Sur le front de l’emploi, les indicateurs restent solides : le taux de chômage s’établit à 1,9 %, tandis que les revenus réels des ménages ont progressé de 2,8 % en 2024. Cette évolution intervient dans un contexte de coût de la vie particulièrement élevé, Singapour occupant la 2ᵉ place du classement Mercer 2024 des villes les plus chères au monde. Le gouvernement soutient ainsi les ménages les plus vulnérables en leur proposant des aides financières et des mesures d’accompagnement – par exemple, jusqu’à 800 SGD (~600 USD) distribué par ménage dans le budget 2025.
3. À long terme, Singapour devra faire face à des défis similaires à ceux d’autres économies avancées.
Singapour est confrontée à un phénomène de vieillissement démographique susceptible de peser à terme sur sa croissance potentielle, avec près d’un cinquième de la population déjà âgée de plus de 65 ans. Une partie de la population s’estime également lésée dans les bénéfices de la croissance, Singapour présentant un coefficient de Gini supérieur à la moyenne de l’OCDE et un nombre élevé de millionnaires, ce qui résulte en une demande croissante de dépenses sociales et de santé. Dans ce contexte, les autorités comptent sur une politique migratoire axée sur les travailleurs qualifiés – la sélection se faisant avec une hausse graduelle des salaires minimum pour l’obtention de visas - et l’importation de main d’œuvre dans l’industrie et la construction. Le gouvernement investit dans des domaines d’avenir afin de relever la productivité (Fintechs, biomédical, Agrifood tech, transition, etc.) et compte sur les revenus des placements de ses fonds souverains – dont la politique est relativement conservatrice, avec toutefois des pertes en 2022/23 du fait de prises de risques dans la Tech (-6 Md USD pour Temasek).
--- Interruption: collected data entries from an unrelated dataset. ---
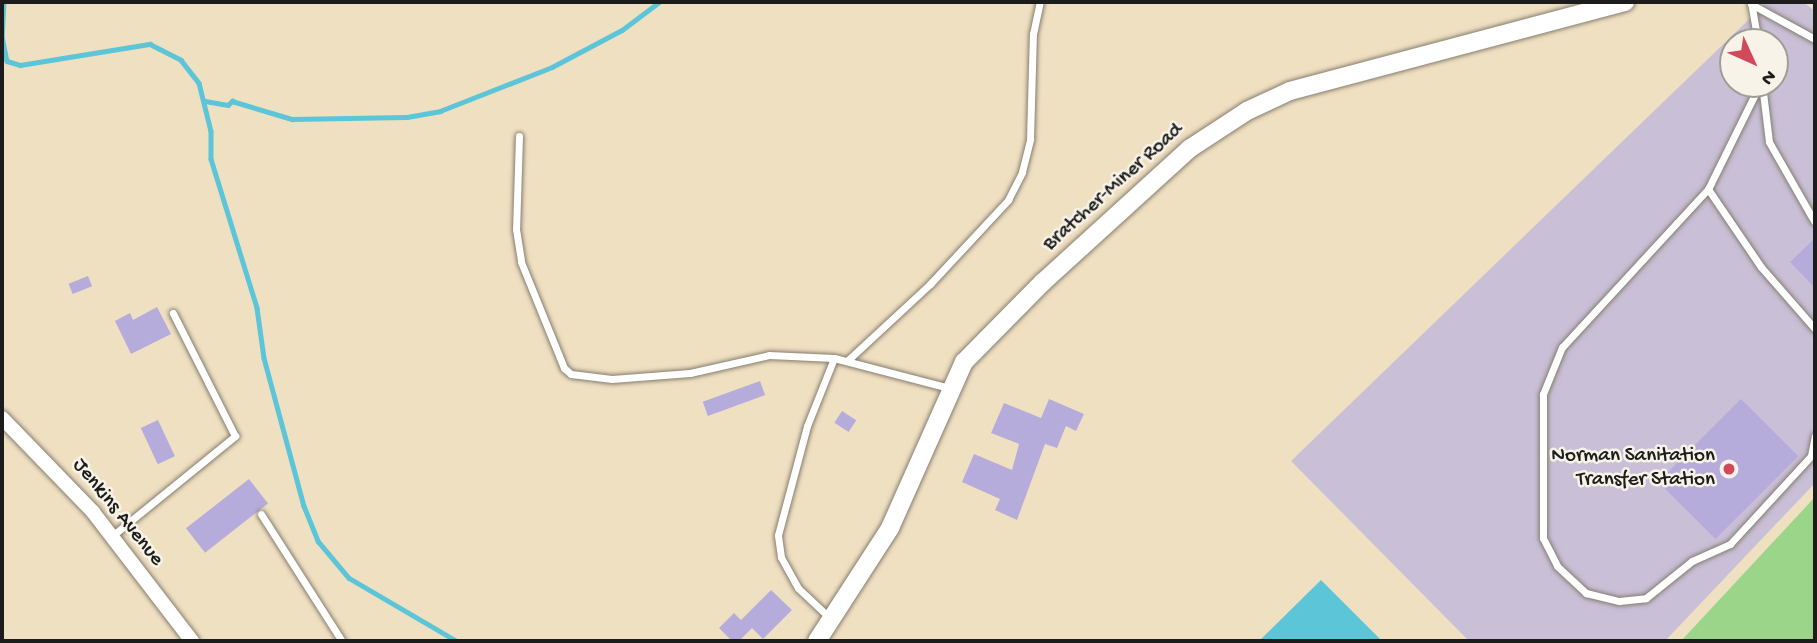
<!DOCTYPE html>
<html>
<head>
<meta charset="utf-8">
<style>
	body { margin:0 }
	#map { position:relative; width:1817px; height:643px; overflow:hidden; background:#f0e0c2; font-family:"Gochi Hand",sans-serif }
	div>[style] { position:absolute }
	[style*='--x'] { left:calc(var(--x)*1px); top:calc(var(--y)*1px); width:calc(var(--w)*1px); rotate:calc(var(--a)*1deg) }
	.industrial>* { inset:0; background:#c9bfd7 }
	.green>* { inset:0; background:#9ad589 }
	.water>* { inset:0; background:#5cc5d8 }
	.stream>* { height:4.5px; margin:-2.25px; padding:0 2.25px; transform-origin:2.25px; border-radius:2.25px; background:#5cc5d8 }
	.building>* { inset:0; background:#b6acdb; transform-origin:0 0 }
	.roads { filter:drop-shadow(0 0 2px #867e6f) drop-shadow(0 0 2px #867e6f) }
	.service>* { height:7px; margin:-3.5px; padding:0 3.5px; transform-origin:3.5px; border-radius:3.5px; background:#fff }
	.minor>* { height:14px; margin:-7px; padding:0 7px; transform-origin:7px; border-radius:7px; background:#fff }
	.tertiary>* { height:18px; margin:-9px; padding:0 9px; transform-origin:9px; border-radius:9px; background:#fff }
	.dots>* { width:19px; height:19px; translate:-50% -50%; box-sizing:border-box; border:4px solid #f7f3e8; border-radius:50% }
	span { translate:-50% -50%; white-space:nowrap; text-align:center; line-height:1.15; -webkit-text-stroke:5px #f7f3e8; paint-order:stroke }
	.street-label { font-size:21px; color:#1c1c1c }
	.poi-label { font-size:21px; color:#1c1c1c }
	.right { translate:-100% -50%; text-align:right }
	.frame { position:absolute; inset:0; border:4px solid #1c1c1c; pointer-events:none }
	.north { position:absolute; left:1719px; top:28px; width:70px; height:70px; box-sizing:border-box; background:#f7f3e8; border:2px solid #9f9d96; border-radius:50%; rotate:135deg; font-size:19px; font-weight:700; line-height:28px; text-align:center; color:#1c1c1c }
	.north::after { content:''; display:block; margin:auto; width:24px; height:32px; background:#d1495b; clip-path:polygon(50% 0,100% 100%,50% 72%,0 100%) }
</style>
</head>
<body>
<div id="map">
	<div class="industrial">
		<i style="clip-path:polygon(evenodd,1767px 2px,1803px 2px,1815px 11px,1815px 483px,1665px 641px,1469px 641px,1291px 461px,1767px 2px,1733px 42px,1775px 42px,1775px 84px,1733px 84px,1733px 42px)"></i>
	</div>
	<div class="green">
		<i style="clip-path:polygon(1815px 497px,1815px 641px,1681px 641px)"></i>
	</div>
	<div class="water">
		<i style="clip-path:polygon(1321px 580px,1382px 641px,1259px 641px)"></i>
	</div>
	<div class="stream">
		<i style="--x:4;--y:2;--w:34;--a:93"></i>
		<i style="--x:2;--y:36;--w:25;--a:79"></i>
		<i style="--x:7;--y:61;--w:14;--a:17"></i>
		<i style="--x:20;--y:65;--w:132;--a:-9.2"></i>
		<i style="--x:150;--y:44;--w:35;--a:27"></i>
		<i style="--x:181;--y:60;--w:29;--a:52"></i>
		<i style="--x:199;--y:83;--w:49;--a:76"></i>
		<i style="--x:211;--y:131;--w:28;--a:90"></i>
		<i style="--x:211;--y:159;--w:156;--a:72.8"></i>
		<i style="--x:257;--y:308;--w:50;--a:82"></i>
		<i style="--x:264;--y:358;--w:153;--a:74.9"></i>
		<i style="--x:304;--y:506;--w:38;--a:68"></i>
		<i style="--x:318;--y:541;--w:48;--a:50"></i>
		<i style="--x:349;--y:578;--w:125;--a:30.3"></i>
		<i style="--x:205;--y:101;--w:23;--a:10"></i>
		<i style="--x:228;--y:105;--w:6;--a:-45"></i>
		<i style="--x:232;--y:101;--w:63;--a:16.7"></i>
		<i style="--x:292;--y:119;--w:115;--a:-1"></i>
		<i style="--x:407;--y:117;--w:34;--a:-10"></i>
		<i style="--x:440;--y:111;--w:120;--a:-21.4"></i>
		<i style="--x:552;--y:67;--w:79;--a:-27.9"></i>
		<i style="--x:622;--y:30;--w:46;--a:-37.1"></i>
	</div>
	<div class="building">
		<i style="clip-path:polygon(1815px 238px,1815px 288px,1790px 262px)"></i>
		<i style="left:88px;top:276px;width:11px;height:21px;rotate:68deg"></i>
		<i style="clip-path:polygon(157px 307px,171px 334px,131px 354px,115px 321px,130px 313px,133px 320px)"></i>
		<i style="left:760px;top:381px;width:15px;height:61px;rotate:70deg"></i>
		<i style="clip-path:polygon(1049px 399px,1084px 414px,1076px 431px,1066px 426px,1057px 448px,1045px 444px,1017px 520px,995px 510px,1000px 499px,962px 482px,974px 454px,1012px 470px,1019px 444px,991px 433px,1004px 403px,1041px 418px)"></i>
		<i style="left:1741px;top:399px;width:81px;height:117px;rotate:45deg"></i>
		<i style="left:842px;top:411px;width:17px;height:14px;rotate:33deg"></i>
		<i style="left:158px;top:420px;width:40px;height:19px;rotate:65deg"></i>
		<i style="left:249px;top:479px;width:31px;height:80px;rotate:52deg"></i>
		<i style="clip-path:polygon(771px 590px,792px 610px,763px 639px,752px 628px,739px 641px,732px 641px,719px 628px,734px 613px,741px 620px)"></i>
	</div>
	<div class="roads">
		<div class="service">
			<i style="--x:1751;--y:2;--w:41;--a:80.1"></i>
			<i style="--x:1751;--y:4;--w:73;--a:28.7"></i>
			<i style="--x:1760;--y:84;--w:117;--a:116.3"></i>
			<i style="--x:1708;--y:189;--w:215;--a:132.7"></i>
			<i style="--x:1562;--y:347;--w:51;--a:112"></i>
			<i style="--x:1543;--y:394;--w:144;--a:90"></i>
			<i style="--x:1543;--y:538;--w:31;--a:63"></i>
			<i style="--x:1557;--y:566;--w:40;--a:43"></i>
			<i style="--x:1586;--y:593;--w:34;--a:14"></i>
			<i style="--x:1619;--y:601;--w:27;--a:-6"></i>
			<i style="--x:1646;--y:598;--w:59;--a:-38.8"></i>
			<i style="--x:1692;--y:561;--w:42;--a:-24.1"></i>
			<i style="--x:1730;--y:544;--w:120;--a:-47.4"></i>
			<i style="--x:1811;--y:456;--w:20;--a:-79"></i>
			<i style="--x:1762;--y:84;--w:58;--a:83.1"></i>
			<i style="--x:1769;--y:142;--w:91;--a:60.3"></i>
			<i style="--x:519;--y:136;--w:93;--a:91.8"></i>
			<i style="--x:516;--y:229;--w:33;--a:81"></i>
			<i style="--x:521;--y:262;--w:114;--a:67.9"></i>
			<i style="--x:564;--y:368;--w:9;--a:41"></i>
			<i style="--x:571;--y:374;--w:41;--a:7"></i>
			<i style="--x:612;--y:379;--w:78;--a:-4.4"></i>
			<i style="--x:690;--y:373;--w:81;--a:-12.8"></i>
			<i style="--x:769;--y:355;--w:65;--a:2.6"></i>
			<i style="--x:834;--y:358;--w:119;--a:14.6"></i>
			<i style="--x:1708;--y:189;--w:94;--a:55.8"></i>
			<i style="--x:1761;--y:267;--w:82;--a:48.9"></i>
			<i style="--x:848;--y:360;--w:112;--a:-42.8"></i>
			<i style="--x:930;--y:284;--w:115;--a:-47.1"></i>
			<i style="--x:1008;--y:200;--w:31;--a:-63"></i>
			<i style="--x:1022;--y:172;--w:34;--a:-76"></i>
			<i style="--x:1030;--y:139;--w:105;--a:-88.4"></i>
			<i style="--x:1033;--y:34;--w:33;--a:-78"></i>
			<i style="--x:261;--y:514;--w:151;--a:57.5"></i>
			<i style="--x:112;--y:536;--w:159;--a:-39.1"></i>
			<i style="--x:235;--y:436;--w:138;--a:-116.8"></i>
			<i style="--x:831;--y:619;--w:45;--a:-136.8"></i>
			<i style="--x:798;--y:588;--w:35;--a:-119"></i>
			<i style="--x:781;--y:557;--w:22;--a:-98"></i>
			<i style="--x:778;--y:535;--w:113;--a:-75.1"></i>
			<i style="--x:807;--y:426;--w:73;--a:-68.3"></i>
		</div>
		<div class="minor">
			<i style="--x:2;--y:418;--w:131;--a:45.9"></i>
			<i style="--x:93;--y:512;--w:163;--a:52.5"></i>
		</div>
		<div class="tertiary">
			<i style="--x:817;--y:641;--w:135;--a:-57.1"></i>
			<i style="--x:890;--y:528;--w:182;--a:-66"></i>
			<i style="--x:964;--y:362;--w:112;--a:-45.4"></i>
			<i style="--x:1043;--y:282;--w:197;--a:-42.3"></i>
			<i style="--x:1189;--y:149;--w:69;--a:-33.2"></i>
			<i style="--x:1247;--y:111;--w:47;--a:-24.9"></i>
			<i style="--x:1290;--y:91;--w:347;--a:-14.9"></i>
		</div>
	</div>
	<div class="dots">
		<i style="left:1729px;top:469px;background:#d1495b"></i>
	</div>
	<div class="street-label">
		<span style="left:1114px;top:188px;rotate:-42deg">Bratcher-Miner Road</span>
		<span style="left:117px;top:513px;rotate:51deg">Jenkins Avenue</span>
	</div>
	<div class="poi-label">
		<span class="right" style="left:1715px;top:469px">Norman Sanitation<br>Transfer Station</span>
	</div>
	<div class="frame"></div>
	<div class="north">N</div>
</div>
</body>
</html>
La forte insertion du pays dans le commerce international est à la fois un atout et une faiblesse. Singapour est l’un des pays de la région les plus intégrés aux chaines de valeurs centrées sur la Chine, dont la croissance ralentit (+4 % prévu sur les prochaines années, vs +8 % dans les années 2010). Le poids des échanges extérieurs a tendance à rendre le pays vulnérable aux chocs générés par les tensions sur les chaînes d’approvisionnement. D’autre part, la crise sanitaire a mis en lumière la dépendance du pays aux importations alimentaires, couvrant près de 90 % de ses besoins. La cité-Etat a introduit une stratégie visant à atteindre 30 % d’autonomie alimentaire d’ici 2030 mais cet objectif sera difficile à atteindre en raison de l’étroitesse du territoire et des coûts de production élevés.
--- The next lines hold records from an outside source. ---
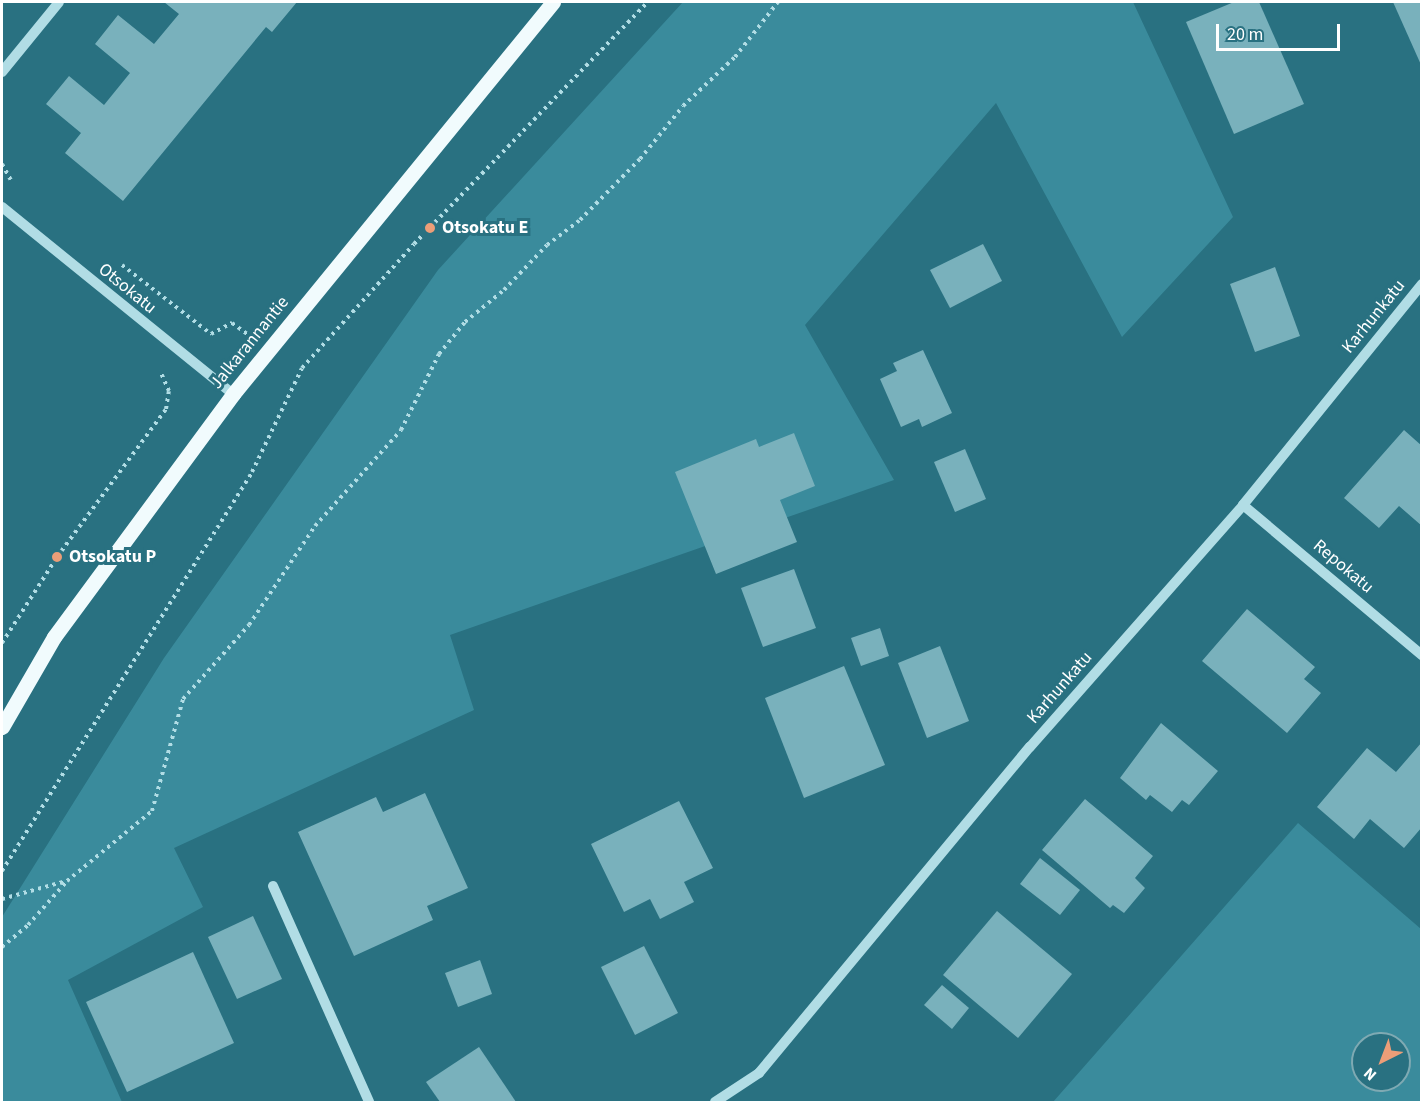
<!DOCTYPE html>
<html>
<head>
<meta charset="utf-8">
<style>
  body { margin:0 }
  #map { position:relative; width:1423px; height:1104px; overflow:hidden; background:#297181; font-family:"Source Sans 3",sans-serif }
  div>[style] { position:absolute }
  .green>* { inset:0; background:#3a8b9c }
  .building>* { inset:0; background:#79b1bc }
  .path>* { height:4px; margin-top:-2px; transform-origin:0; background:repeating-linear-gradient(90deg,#b1dde5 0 3px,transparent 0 7.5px) }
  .minor>* { height:10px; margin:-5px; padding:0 5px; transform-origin:5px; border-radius:5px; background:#b1dde5 }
  .major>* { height:15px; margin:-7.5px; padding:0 7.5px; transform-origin:7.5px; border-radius:7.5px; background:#f1fbfd }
  .dots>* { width:16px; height:16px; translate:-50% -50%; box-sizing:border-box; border:3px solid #297181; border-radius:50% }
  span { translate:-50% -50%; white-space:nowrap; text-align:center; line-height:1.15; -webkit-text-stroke:6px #297181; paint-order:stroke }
  .poi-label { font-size:18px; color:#fff; font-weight:700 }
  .left { translate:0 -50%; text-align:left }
  .street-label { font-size:18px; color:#fff }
  .frame { position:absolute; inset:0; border:3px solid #fff; pointer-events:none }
  .north { position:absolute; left:1351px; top:1032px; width:60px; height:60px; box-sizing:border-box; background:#297181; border:2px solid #7faab3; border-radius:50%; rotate:222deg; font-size:16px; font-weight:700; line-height:24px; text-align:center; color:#fff }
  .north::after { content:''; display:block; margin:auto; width:21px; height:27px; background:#ec9e78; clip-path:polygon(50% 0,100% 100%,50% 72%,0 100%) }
  .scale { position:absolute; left:1216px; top:24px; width:124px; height:27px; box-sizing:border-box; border:3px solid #fff; border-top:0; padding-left:8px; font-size:18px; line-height:21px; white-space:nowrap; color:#fff; -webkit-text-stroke:4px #297181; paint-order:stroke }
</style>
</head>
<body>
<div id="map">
  <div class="green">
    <div style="clip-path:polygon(683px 2px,1133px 2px,1233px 217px,1122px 337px,996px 103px,805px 325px,894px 480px,450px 635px,474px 710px,174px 848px,203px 907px,68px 980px,122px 1102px,2px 1102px,2px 917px,164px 658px,438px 270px)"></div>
    <div style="clip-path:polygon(evenodd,1298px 823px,1421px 929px,1421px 1102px,1053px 1102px,1298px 823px,1363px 1044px,1399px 1044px,1399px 1080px,1363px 1080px,1363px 1044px)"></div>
  </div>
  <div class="building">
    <div style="clip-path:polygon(164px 2px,297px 2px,272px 32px,266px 27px,123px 201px,65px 153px,81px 133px,46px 104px,69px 76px,104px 105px,130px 73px,95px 44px,118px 15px,154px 44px,179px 14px)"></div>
    <div style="clip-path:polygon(1234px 2px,1259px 2px,1304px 104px,1234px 134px,1186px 22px)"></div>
    <div style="clip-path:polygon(1393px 2px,1422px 2px,1422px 67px)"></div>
    <div style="clip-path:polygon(983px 244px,1002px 281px,950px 308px,930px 270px)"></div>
    <div style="clip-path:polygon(1275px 267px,1300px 336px,1255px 352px,1230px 284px)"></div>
    <div style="clip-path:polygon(923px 350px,952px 413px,922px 427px,919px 419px,901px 427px,880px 379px,897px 371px,893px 363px)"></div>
    <div style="clip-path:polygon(1404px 430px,1422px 446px,1422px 526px,1399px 506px,1379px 528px,1344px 498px)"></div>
    <div style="clip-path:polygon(794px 433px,815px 486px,780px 500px,797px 542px,716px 574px,675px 472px,756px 439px,759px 447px)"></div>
    <div style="clip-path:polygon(965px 449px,986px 499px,955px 512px,934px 462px)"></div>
    <div style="clip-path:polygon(794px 569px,816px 628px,763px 647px,741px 588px)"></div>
    <div style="clip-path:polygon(1247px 609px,1315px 667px,1304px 679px,1321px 693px,1287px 733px,1202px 661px)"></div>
    <div style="clip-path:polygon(880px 628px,889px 656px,861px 666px,851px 638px)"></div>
    <div style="clip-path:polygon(940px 646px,969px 721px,927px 738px,898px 663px)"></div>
    <div style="clip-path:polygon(844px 666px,885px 765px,804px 798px,765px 698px)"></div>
    <div style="clip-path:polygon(1161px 723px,1218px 771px,1189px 805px,1182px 800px,1172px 812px,1150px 795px,1146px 800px,1120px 778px)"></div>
    <div style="clip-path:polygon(1422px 742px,1422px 827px,1404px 848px,1370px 819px,1354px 839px,1317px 807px,1367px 748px,1396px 772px)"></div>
    <div style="clip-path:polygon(425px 793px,468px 888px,427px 906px,433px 920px,354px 956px,298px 832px,376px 797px,383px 812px)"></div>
    <div style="clip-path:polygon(1085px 799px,1153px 856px,1135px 878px,1145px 888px,1124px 913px,1113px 905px,1110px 908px,1042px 850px)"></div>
    <div style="clip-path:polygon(679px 801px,713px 868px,684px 882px,694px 902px,660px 919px,650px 899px,624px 912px,591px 844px)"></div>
    <div style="clip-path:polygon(1040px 858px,1080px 890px,1060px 915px,1020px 884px)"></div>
    <div style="clip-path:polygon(997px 911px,1072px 974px,1018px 1038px,943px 975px)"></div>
    <div style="clip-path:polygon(253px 916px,282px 979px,237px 999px,208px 937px)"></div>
    <div style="clip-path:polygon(644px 946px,678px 1013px,635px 1035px,601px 967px)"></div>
    <div style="clip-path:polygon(193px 952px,234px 1043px,127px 1092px,86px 1002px)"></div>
    <div style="clip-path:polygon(480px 960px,492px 994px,458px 1007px,445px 973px)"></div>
    <div style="clip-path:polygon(942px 985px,969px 1008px,952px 1029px,924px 1005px)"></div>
    <div style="clip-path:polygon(479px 1047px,516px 1102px,440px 1102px,426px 1082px)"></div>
  </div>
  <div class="path">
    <div style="left:2px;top:164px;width:18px;rotate:61deg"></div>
    <div style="left:122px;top:265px;width:113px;rotate:37.8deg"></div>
    <div style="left:211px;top:334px;width:24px;rotate:-28deg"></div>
    <div style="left:232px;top:323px;width:19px;rotate:36deg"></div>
    <div style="left:2px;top:643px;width:102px;rotate:-57.4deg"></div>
    <div style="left:57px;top:557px;width:184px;rotate:-53.6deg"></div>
    <div style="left:166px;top:409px;width:18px;rotate:-81deg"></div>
    <div style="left:169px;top:391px;width:22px;rotate:-114deg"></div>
    <div style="left:2px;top:871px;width:471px;rotate:-57.9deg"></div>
    <div style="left:252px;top:472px;width:115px;rotate:-64.3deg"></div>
    <div style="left:302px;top:368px;width:167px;rotate:-47.9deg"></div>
    <div style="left:414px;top:244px;width:337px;rotate:-46deg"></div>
    <div style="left:2px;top:899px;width:66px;rotate:-15.7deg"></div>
    <div style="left:2px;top:947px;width:34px;rotate:-40deg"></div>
    <div style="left:28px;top:925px;width:59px;rotate:-48.4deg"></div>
    <div style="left:67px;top:881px;width:110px;rotate:-39.5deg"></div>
    <div style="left:152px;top:811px;width:116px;rotate:-74.5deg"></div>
    <div style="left:183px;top:699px;width:99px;rotate:-48.3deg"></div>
    <div style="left:249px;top:625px;width:119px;rotate:-56.3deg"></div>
    <div style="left:315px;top:526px;width:129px;rotate:-48.1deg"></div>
    <div style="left:401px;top:430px;width:85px;rotate:-63.4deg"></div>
    <div style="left:439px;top:354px;width:41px;rotate:-50.9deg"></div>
    <div style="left:465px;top:322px;width:50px;rotate:-39.4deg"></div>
    <div style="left:504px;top:290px;width:62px;rotate:-46.3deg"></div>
    <div style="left:547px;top:245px;width:41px;rotate:-37.1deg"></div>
    <div style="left:580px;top:220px;width:86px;rotate:-45.5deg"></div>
    <div style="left:640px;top:159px;width:68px;rotate:-50.9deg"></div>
    <div style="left:683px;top:106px;width:71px;rotate:-43.3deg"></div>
    <div style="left:735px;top:57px;width:70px;rotate:-52deg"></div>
  </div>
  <div class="minor">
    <div style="left:2px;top:72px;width:90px;rotate:-50.8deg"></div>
    <div style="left:2px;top:207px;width:297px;rotate:39deg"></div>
    <div style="left:1243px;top:505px;width:234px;rotate:40deg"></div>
    <div style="left:273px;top:886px;width:236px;rotate:66deg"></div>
    <div style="left:715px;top:1102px;width:53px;rotate:-33.4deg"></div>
    <div style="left:759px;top:1073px;width:424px;rotate:-50.3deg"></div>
    <div style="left:1030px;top:747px;width:322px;rotate:-48.6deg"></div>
    <div style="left:1243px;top:505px;width:284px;rotate:-51deg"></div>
  </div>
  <div class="major">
    <div style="left:2px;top:727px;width:104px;rotate:-60deg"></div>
    <div style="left:54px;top:637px;width:302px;rotate:-53.6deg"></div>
    <div style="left:233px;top:394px;width:506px;rotate:-50.77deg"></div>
  </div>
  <div class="dots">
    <div style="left:430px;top:228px;background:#ec9e78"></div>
    <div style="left:57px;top:557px;background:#ec9e78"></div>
  </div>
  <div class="poi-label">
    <span class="left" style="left:442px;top:228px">Otsokatu E</span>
    <span class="left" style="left:69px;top:557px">Otsokatu P</span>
  </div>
  <div class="street-label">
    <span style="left:127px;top:289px;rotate:39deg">Otsokatu</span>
    <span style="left:1374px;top:317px;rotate:-51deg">Karhunkatu</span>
    <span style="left:250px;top:343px;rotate:-51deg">Jalkarannantie</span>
    <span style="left:1343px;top:567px;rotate:40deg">Repokatu</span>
    <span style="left:1060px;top:688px;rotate:-49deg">Karhunkatu</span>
  </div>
  <div class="frame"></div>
  <div class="north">N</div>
  <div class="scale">20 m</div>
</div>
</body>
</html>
Les enjeux climatiques ont une influence croissante sur la politique économique. Début 2022, la cité-État a annoncé viser la neutralité carbone autour de 2050, ce qui passera notamment par un changement de son mix électrique (95 % de gaz naturel). Singapour est aussi le 1er pays de la région à avoir introduit une taxe carbone. Alors que les hubs pétrolier, portuaire et aéroportuaire sont au cœur de l’activité économique, la transformation du modèle énergétique de Singapour est un enjeu central aujourd’hui, comme l’illustrent les nombreuses mesures annoncées pour décarboner l’activité et encourager l’usage de sources alternatives aux énergies fossiles.